= TASK DESCRIPTION =
Which lines in the data contain the word "August"? Please copy each of them.

= DATA TO EXAMINE =

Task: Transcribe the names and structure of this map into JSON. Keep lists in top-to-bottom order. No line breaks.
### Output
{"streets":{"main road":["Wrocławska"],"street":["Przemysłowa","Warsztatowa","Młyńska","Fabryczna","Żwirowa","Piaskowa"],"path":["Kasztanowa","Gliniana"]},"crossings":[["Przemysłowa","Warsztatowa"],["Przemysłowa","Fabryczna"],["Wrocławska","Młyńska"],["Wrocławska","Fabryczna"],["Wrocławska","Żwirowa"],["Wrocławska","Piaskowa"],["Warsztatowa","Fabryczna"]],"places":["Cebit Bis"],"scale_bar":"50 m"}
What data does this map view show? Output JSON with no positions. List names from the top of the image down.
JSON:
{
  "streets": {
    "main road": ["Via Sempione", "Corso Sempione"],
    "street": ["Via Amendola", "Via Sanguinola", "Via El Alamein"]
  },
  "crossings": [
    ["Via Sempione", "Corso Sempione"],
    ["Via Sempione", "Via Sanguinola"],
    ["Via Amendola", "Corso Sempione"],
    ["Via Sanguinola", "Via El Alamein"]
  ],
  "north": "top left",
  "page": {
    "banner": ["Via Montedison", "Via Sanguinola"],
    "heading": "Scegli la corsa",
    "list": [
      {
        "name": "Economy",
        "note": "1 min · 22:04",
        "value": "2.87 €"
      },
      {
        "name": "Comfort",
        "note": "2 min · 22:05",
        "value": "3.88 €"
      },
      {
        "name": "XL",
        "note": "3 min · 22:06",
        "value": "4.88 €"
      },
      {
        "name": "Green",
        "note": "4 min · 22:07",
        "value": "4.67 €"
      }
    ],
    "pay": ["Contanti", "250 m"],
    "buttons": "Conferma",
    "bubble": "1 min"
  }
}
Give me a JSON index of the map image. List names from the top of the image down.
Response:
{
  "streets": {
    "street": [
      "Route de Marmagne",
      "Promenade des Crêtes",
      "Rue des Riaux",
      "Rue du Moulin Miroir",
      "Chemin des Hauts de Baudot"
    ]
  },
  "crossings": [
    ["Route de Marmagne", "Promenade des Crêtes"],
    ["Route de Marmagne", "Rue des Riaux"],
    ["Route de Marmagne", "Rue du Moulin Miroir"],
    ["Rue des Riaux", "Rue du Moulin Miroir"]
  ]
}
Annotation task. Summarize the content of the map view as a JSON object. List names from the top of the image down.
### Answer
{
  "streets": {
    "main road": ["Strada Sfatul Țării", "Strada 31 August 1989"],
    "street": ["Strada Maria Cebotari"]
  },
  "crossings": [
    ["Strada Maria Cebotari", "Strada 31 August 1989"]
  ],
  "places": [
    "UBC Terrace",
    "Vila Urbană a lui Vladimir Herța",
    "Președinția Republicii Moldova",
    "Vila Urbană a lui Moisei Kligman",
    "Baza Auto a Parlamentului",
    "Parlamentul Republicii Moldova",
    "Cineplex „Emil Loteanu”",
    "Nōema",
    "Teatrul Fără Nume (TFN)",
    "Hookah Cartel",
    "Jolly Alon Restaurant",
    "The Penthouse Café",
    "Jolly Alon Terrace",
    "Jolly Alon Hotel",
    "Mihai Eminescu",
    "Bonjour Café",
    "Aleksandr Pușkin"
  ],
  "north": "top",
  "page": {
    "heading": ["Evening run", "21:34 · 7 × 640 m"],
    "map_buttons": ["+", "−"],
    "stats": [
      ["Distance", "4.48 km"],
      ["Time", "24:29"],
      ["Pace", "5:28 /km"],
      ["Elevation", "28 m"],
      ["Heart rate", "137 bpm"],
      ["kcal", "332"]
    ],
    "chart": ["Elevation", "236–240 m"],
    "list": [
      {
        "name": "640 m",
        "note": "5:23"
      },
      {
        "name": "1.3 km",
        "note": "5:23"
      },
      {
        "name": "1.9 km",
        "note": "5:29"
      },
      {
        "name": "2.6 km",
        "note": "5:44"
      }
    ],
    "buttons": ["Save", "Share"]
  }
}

= ANSWER BELOW =
    "main road": ["Strada Sfatul Țării", "Strada 31 August 1989"],
    ["Strada Maria Cebotari", "Strada 31 August 1989"]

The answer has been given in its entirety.